Poverty Is No Monopoly of the Left


The decline in equality of opportunity occupies progressives and conservatives alike.

The creed of the United States was summarized in the 19th century in “McGuffey’s Reader,” a school textbook written by Rev. William Holmes McGuffey: “The road to wealth, to honor, to usefulness and happiness is open to all, and all who will may enter upon it with the almost certain prospect of success.”

The idea of égalité stemming from the French Revolution never interested the Americans, but equality of opportunity is written in the genes of this country. Now, with upward social mobility stalled and an increase in the gap between the richest and a shrinking middle class, the fundamental idea is being questioned.
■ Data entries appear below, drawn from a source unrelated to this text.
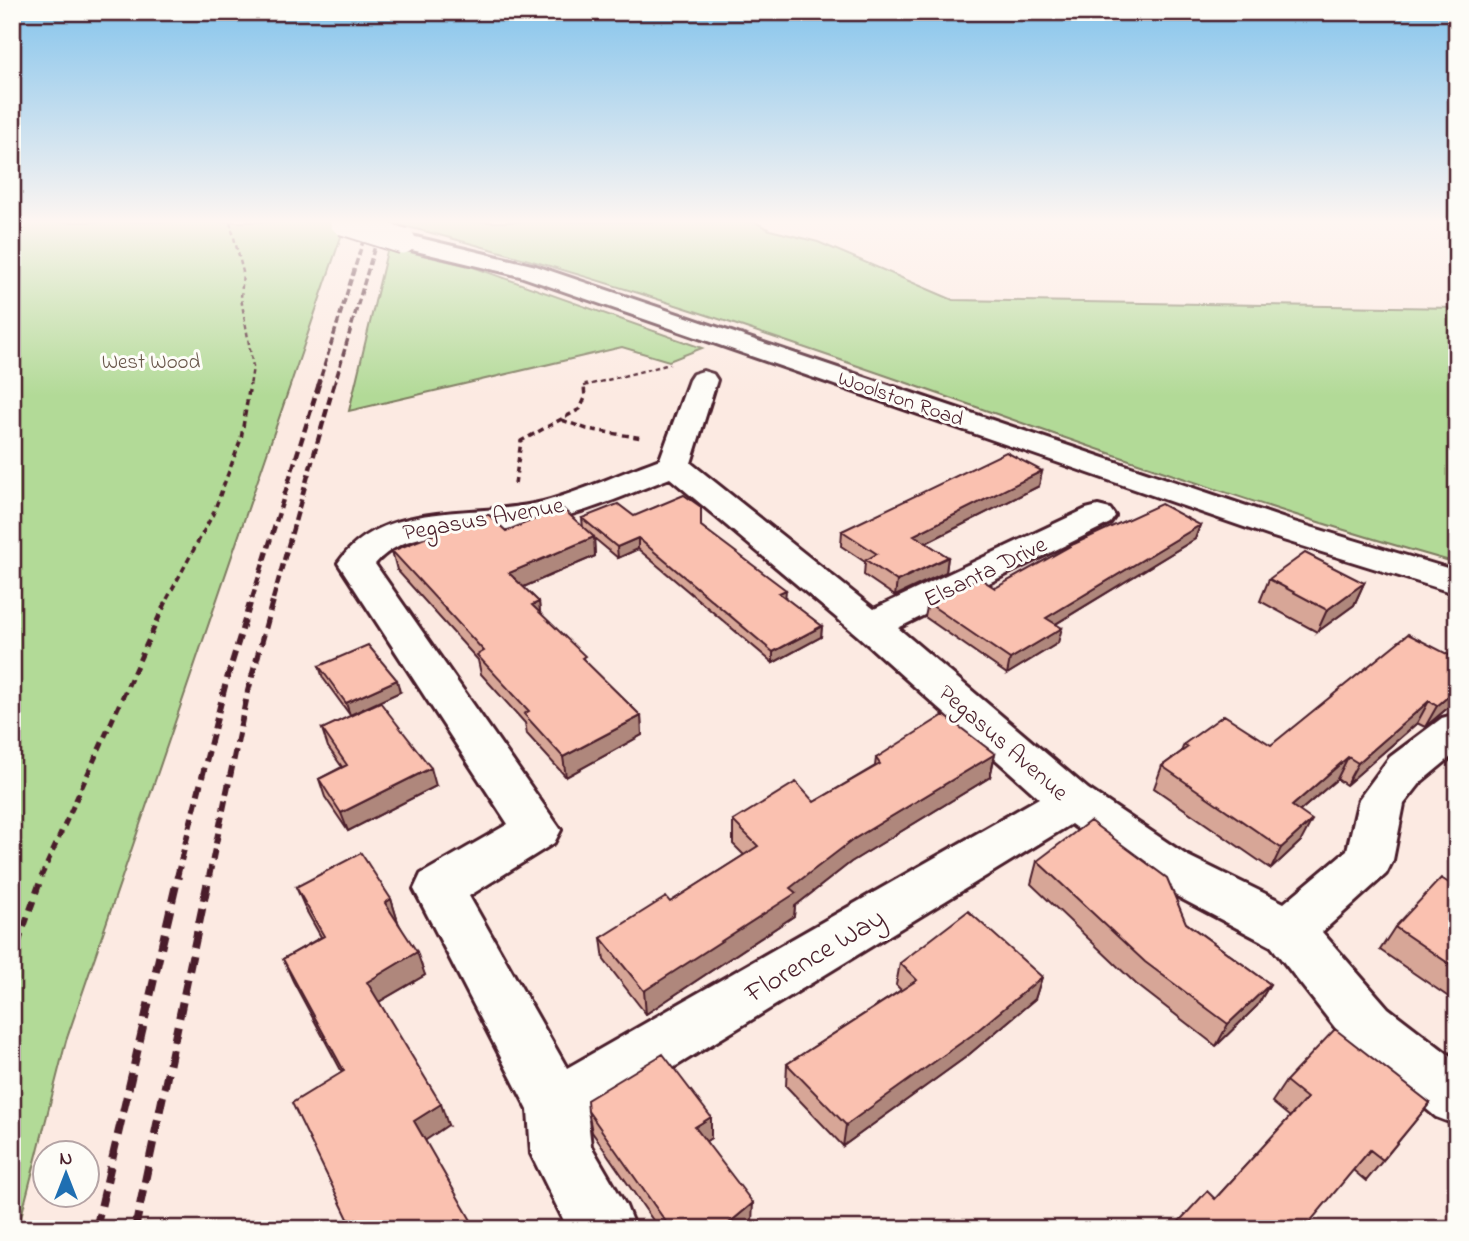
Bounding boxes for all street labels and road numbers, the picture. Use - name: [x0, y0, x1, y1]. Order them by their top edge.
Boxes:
- street label: Woolston Road: [834, 364, 967, 435]
- street label: Pegasus Avenue: [400, 489, 567, 552]
- street label: Elsanta Drive: [919, 528, 1054, 618]
- street label: Pegasus Avenue: [929, 677, 1075, 811]
- street label: Florence Way: [737, 899, 894, 1015]

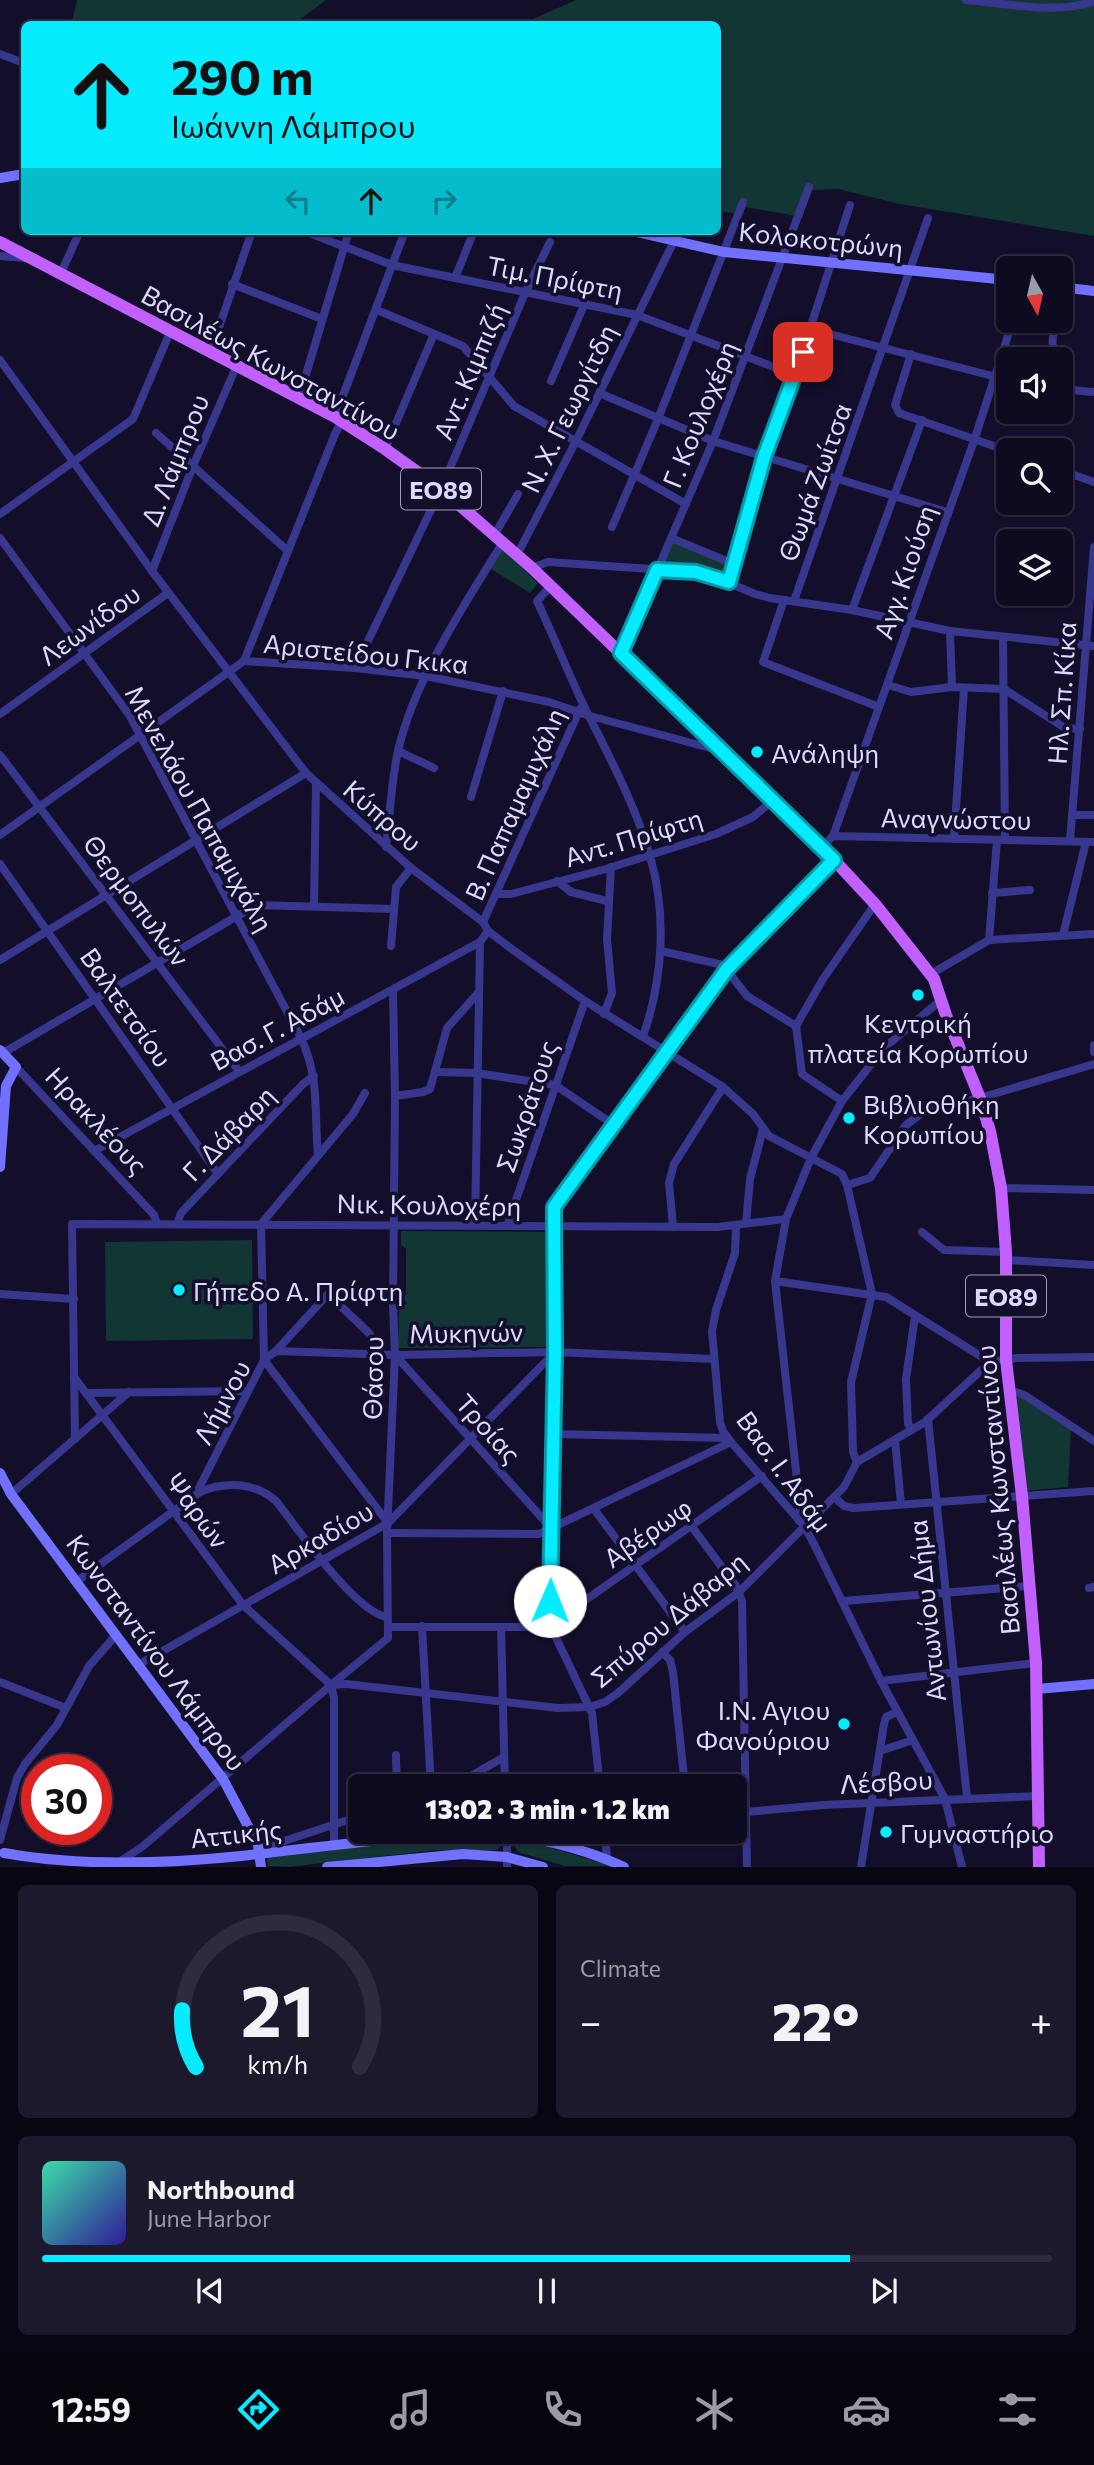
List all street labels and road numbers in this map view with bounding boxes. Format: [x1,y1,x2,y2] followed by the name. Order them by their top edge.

Episodes like the disturbances in Baltimore two weeks ago expose the reality of two disconnected countries: one prosperous and competitive, with a high level of education, the other, trapped in a cycle of poverty, school dropouts and broken homes.

After a decade of recession and wars, it is time for introspection in the United States. Are we one country, they ask on the left and right. Can we maintain social cohesion when one half turns its back on the other? Until a little while ago, the solution for the left was redistribution; the right insisted on individual responsibility.

The new debate crosses divisions: Democrats and Republicans alike fly the flag of the fight against poverty, which is based on the role of the school and family, on neighborhood development, on the damage that the judicial and police systems inflict on minorities and the poor. How do we break the cycle?

This is what Barack Obama will discuss today at Georgetown University with sociologist Robert Putnam, author of “Our Kids,” one of the books of the year in Washington political circles, and Arthur Brooks, president of the conservative think tank American Enterprise Institute. And this will also be the debate in the upcoming presidential election campaign for 2016. McGuffey’s creed returns as a plan for the future.